Escuto agora a música Amor e Paz de 2016 de autoria de Gustavito. Emocionado penso que o cara conseguiu resolver um dilema posto pra mim por Vinícius de Moraes. O poetinha na música em Tempo de Amor, afirma: “mundo enganador, paz não quer mais dizer amor”. E Gusta soluciona com “não é amor se não traz a paz”. Corta!
Há anos atrás, talvez 2010, não sei ao certo, numa conversa com um grande amigo, Rafael Martini, ele dizia que estava entusiasmado com um grupo de músicos com os quais estava convivendo. Rafa, que é uma referência musical de Belo Horizonte, dizia que era impressionante a frequência com que eles compunham canções de qualidade. Pra mim, escutar aquilo do Martini, era algo para ser levado a sério. Um grande compositor e arranjador como ele elogiar um pessoal assim era coisa rara.
Aos poucos fui entrando em contato com aquelas pessoas que ele comentava. Primeiro cheguei ao grupo Urucum na Cara. Infelizmente, não tive a oportunidade  de assistir a um show deles. Escutei algumas coisas na internet. Pela primeira vez, eu conhecia nomes como o do Gustavito, da Irene Bertachini, do Leandro César e do Paulo César, o Anjinho. Pouco tempo depois, por acaso, tive a satisfação de jogar umas partidas de futebol com o Anjinho e pude conhecer melhor o trabalho dele. Soube, então, que tudo o que eles criavam era gestado na Casa Azul. Um olho d´água belo horizontino.
Eu começava a entender o porquê do entusiasmo do Martini. Flores Maçãs é o disco do Anjinho, que tinha já muitas preciosidades e uma maneira independente de produção em seu cerne.

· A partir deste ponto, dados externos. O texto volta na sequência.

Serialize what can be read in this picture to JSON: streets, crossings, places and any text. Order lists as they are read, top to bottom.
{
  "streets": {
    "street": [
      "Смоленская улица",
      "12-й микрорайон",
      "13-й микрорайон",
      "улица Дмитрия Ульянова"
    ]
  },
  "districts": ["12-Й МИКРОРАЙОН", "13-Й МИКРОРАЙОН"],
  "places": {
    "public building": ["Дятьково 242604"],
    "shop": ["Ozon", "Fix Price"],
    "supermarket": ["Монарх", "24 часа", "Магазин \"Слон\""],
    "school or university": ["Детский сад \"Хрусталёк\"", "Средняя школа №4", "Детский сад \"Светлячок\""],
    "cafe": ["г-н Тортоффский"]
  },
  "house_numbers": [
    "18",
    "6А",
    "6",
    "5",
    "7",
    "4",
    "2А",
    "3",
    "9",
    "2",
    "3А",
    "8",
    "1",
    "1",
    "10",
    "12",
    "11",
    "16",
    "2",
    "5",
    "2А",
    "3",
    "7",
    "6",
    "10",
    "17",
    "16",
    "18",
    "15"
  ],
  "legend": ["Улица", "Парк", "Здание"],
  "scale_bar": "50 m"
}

Anjinho me explicou que ganhou coragem para produzir seu primeiro disco com o pessoal da Casa Azul e com outro amigo da turma, LG Lopes, que merece um capítulo à parte.
Bom, todo este preâmbulo foi para dizer que, neste percurso, conheci Gustavito. Fui a uma festa no bairro de Santa Tereza, se não me engano na casa de Flores Lopes, irmã de LG, e lá, pela primeira vez, vi o Gusta. A cena: um cara de barba despojada, com cabelos desgrenhados, estava jogado de maneira doce sobre uma menina bela de olhos verdes. Os dois riam muito. Uma imagem digna de Woodstock. Minha lembrança é de um sentimento alegre e bonito por conta da jovialidade e da descontração dos dois. Soube, então, que aquele era o Gustavito. Neste noite, o cara tocou o violão e destilou composições próprias e outras da tradição com muita habilidade. Corta.
Algum tempo depois fui ver o Gustavito lançando seu primeiro disco Só o amor constrói. Gostei muito do que presenciei, principalmente do afeto envolvido em todos que estavam fazendo o espetáculo. Dava para sentir uma áurea comunitária muito bonita ao redor do disco. Tudo trazia sinceridade para aquele título. Mas, para meu corpo, ainda não havia uma potência arrebatadora nas composições. Lembro da impressão de que faltava no disco uma certa consistência. Mais nas letras talvez...eu não via ali uma poética tão redonda e contagiante. Curti muito coisas pontuais. Adorei escutar o disco, mas  não o coloquei entre os da minha cabeceira. A música Juriti, um hit para aquela plateia, tinha uma força, um suingue, e uma composição cativante, que já apontava algo que, só mais tarde, percebi quando experimentei seus outros trabalhos.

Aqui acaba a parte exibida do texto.